Separating mechanism from policy gives us the ability to learn by doing. For example if we have present a capability token (as with OAuth) we can then experiment with policies to determine who is authorized. One simple way is a name/password or we may choose physical proximity as being sufficient.
The wiring diagram approach gives us a concrete way to understand and manage connected things. It’s a very good way to approach applications like home control.
The concrete model is a starting point for a deeper understanding.
We can also think more abstractly. URLs, for example, represent connections between documents rather than things. We can also express abstract end points such as “all people named John Smith”.
We use these concepts on a regular basis. When we change the association between a DNS name and an IP address we are changing bindings. Binding is a technical term and part of our articulate understanding of how to work with relationships.
Another technique is the use of references rather than copying data. We don’t make copies of Wikipedia, we just pass URLs. Again, this is not just about computing. Companies are increasingly locating warehouses near the customers and sending around part numbers like ISBN codes rather than shipping the product. Those warehouse are caches for physical objects.
We can also use these abstractions for electronics. Rather than run wires we run a bus and identify the end points using identifiers.
In fact a class Ethernet works just like that – a packet is placed on a common bus and the recipient recognizes its address and reads the packet.
Networks are built upon relationships and we exchange bits between related end points using the networks as a means. This is another reminder we need to think in terms of complementary techniques rather than layers.
APIs too are complementary to relationships. The identifiers we use in APIs require the context of relationships for their meaning. To turn on a light you might specify the GUID of end point representing the light and a GUID for a capability. The API doesn’t necessarily know who is turning on the light nor where it is.
Today’s telecommunications-based public policies are a poor match for working with relationships. The economics of relationships are decoupled from the costs and value of a given wire.
This is, in a way, like the routes we use in our GPS systems. The value is in the routes rather than a particular road. Fortunately we fund roads as common infrastructure and don’t depend on charging people for the directions they get from their devices.
We need a similar approach for the facilities we use to speak among ourselves and for interconnecting our devices. You cannot know whether your relationships depends on navigating the twisting winding passages of telecommunications and whether that path involves a so-called “metered connection” or requires permission.
This is a fundamental difference between path-based telecommunications and a relationship-based Internet.
One of the challenges in public policy is that the very words we use have implicit meaning.
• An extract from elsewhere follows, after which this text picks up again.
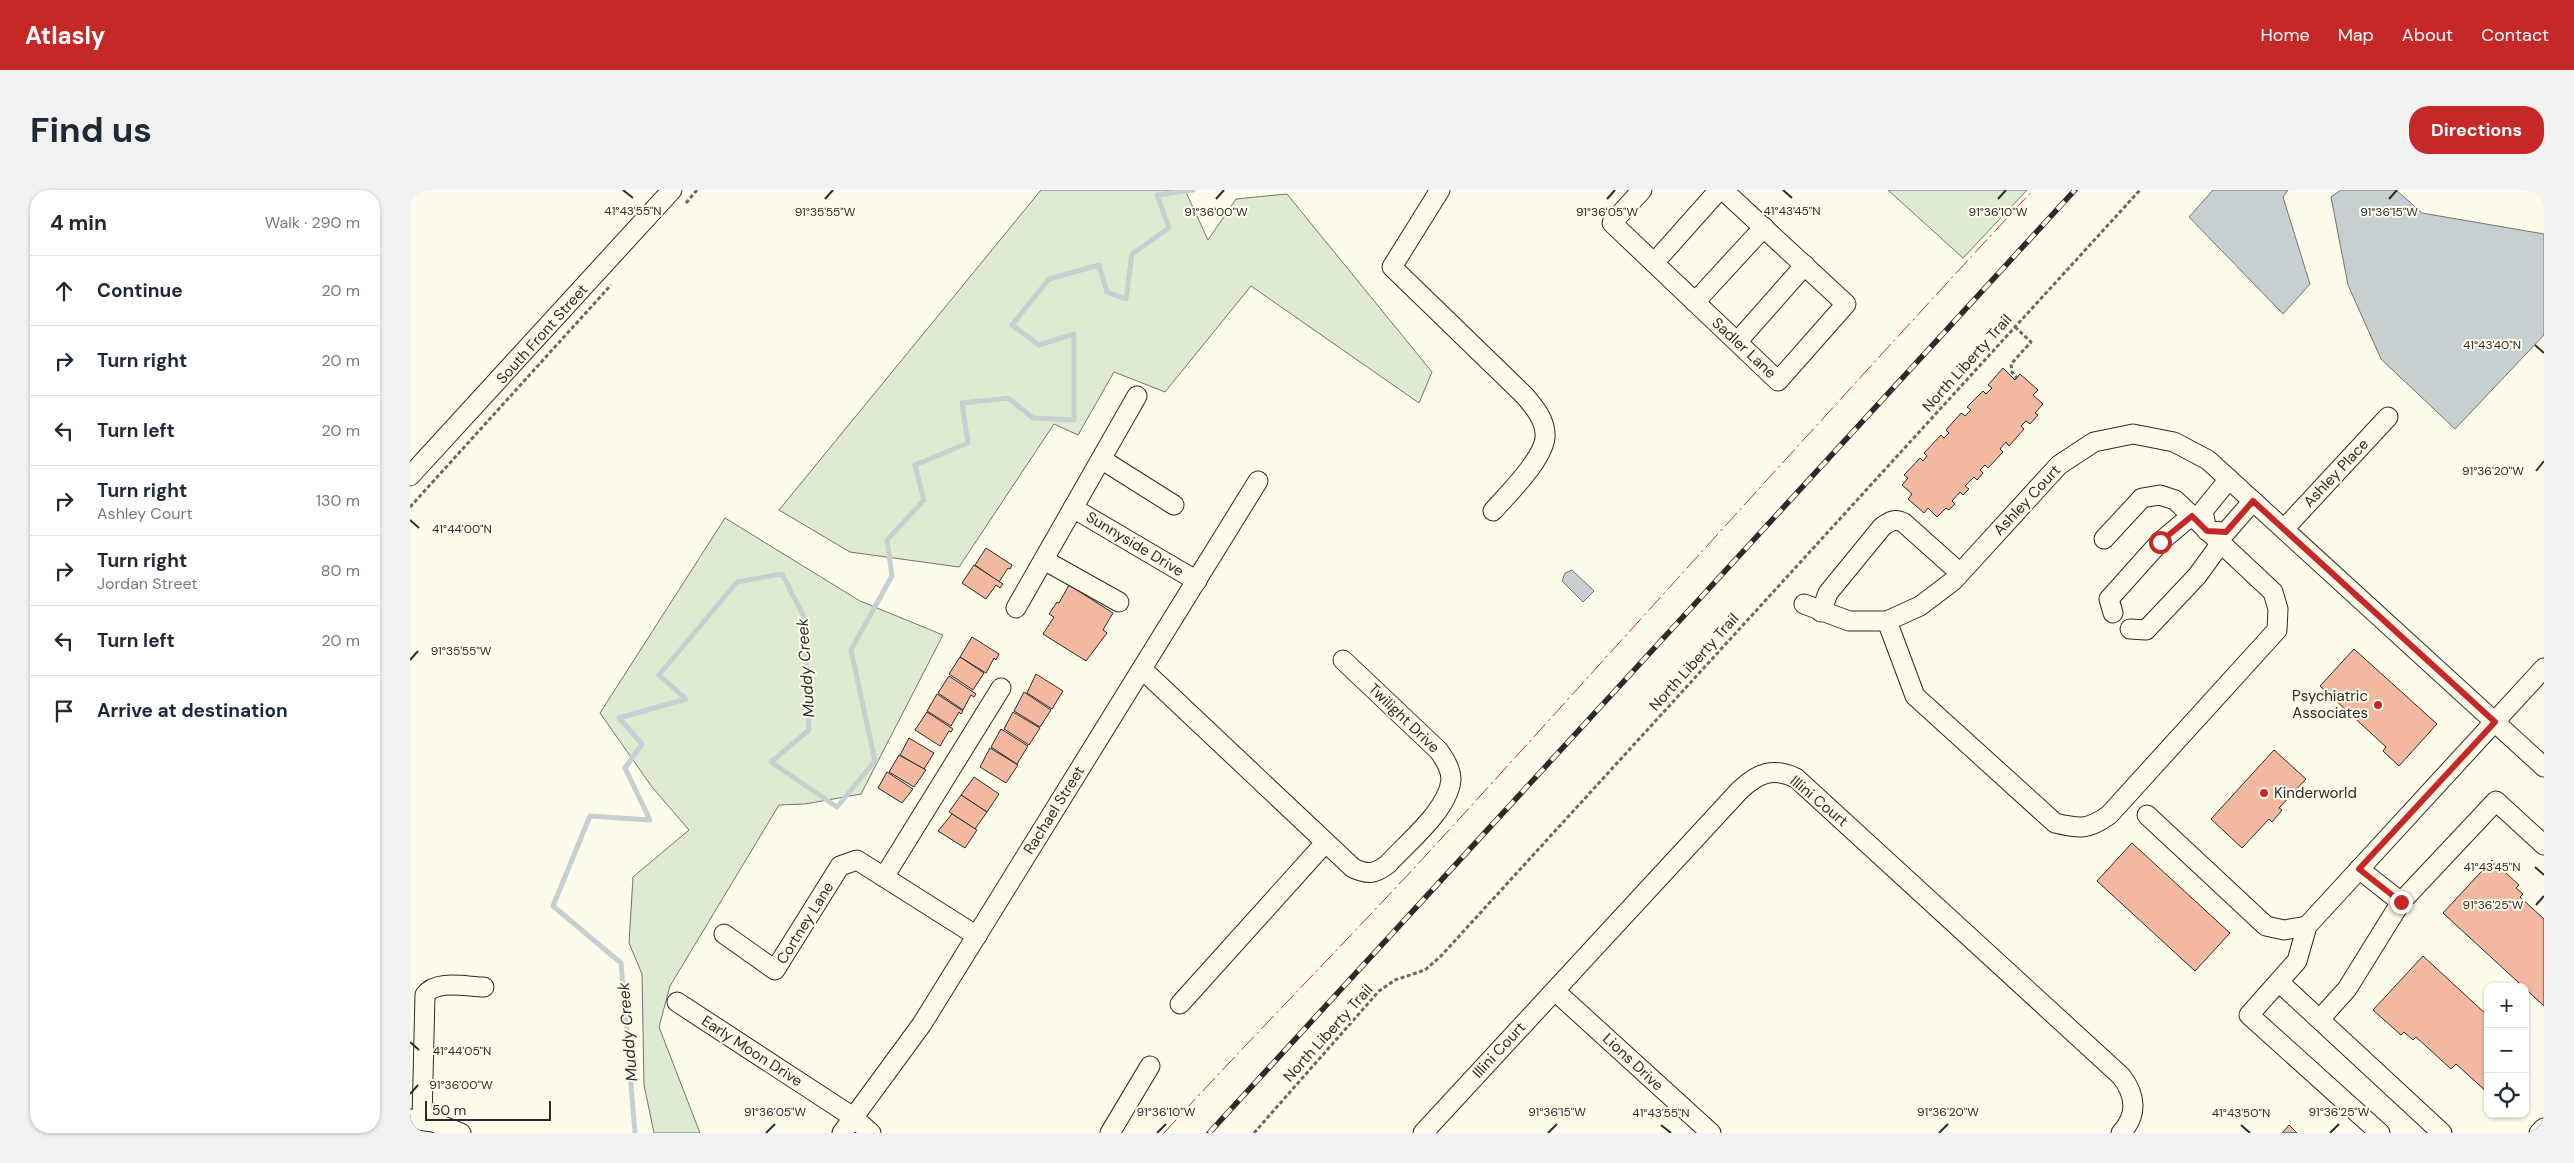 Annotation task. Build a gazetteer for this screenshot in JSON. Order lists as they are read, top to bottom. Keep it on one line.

I chose to say “speak among ourselves” rather than “communicate” because the sense of the word in telecommunications has a technical meaning that is very different from the day to day meaning in the sense of speech.
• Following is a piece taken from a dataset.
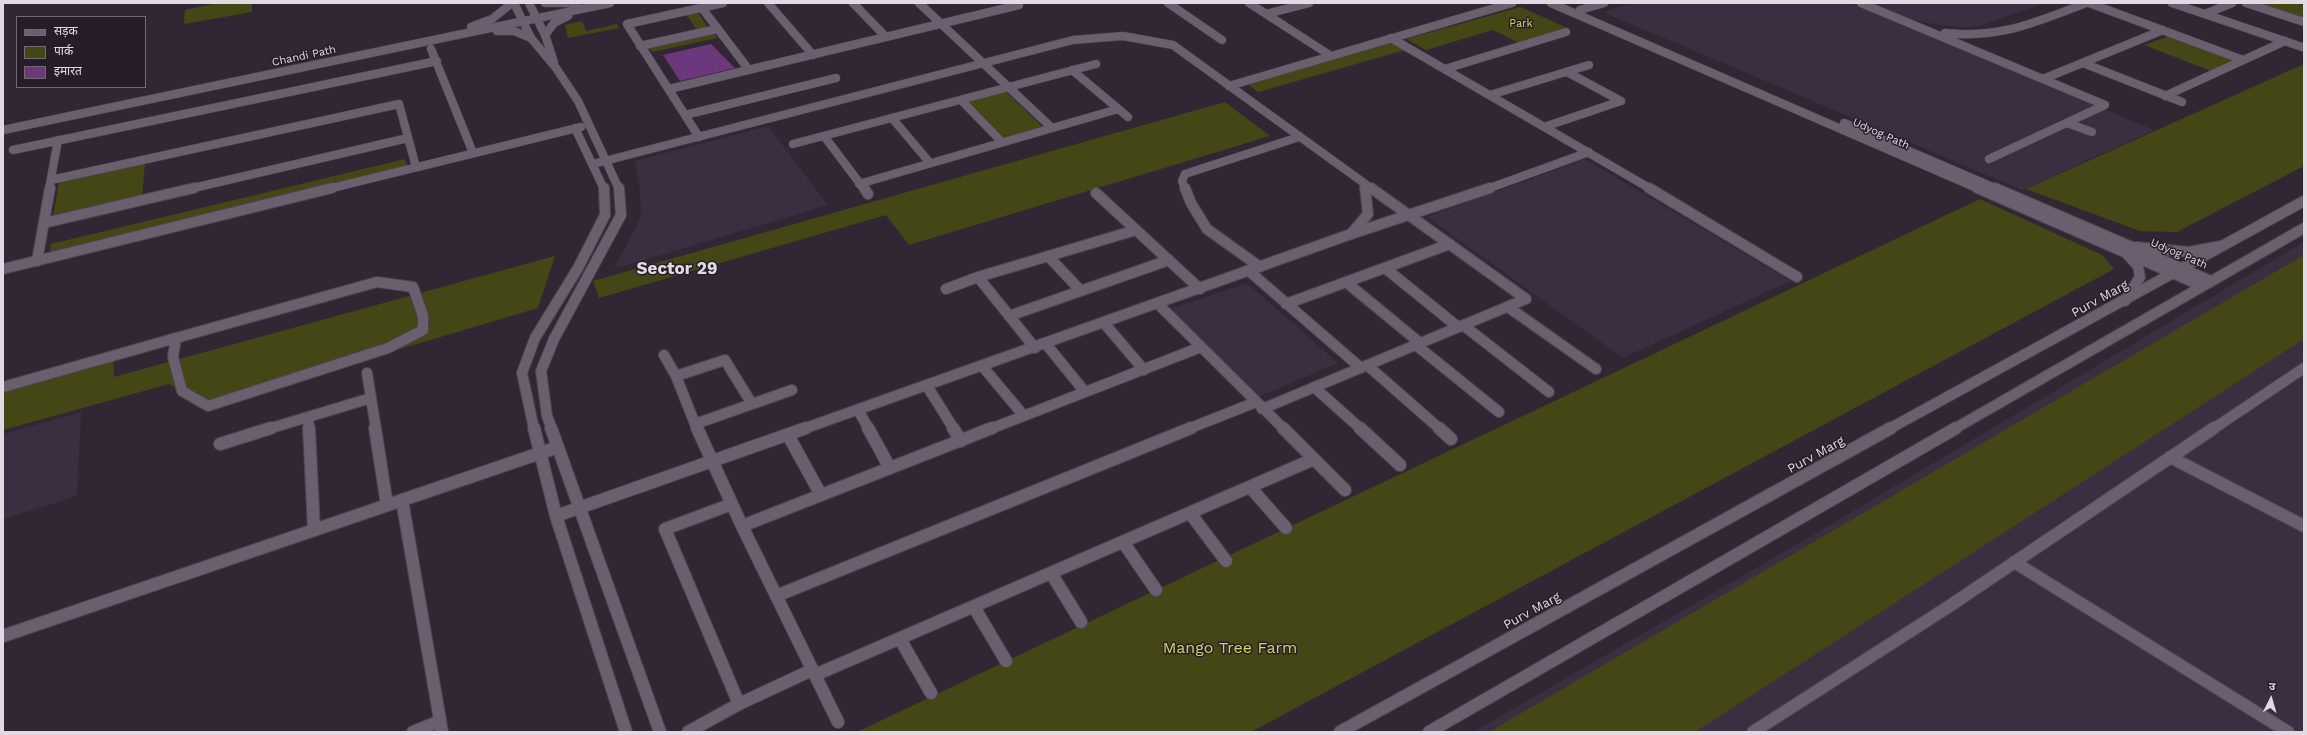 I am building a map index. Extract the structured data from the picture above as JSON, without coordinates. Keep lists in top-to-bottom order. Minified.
{"streets":{"street":["Chandi Path","Udyog Path","Purv Marg"]},"crossings":[["Udyog Path","Purv Marg"]],"districts":["Sector 29"],"parks":["Park","Mango Tree Farm"],"legend":["सड़क","पार्क","इमारत"],"north":"top"}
Teasing apart these two sense is at the heart of the shift from traditional telecommunications to the new world in which we create our own solutions. Traditional telecommunications policies treat speech as a service from a phone company. With the Internet we speak for ourselves and need an infrastructure to enable us to speak rather than one that assumes speech is provided, at a profit, by a provider.
An articulate understanding of working with relationships makes us appreciate that interconnecting devices in our homes is about more than merely replacing wires – it is about putting us in control and enables us to tap into the power of computing without getting lost in the details of programming.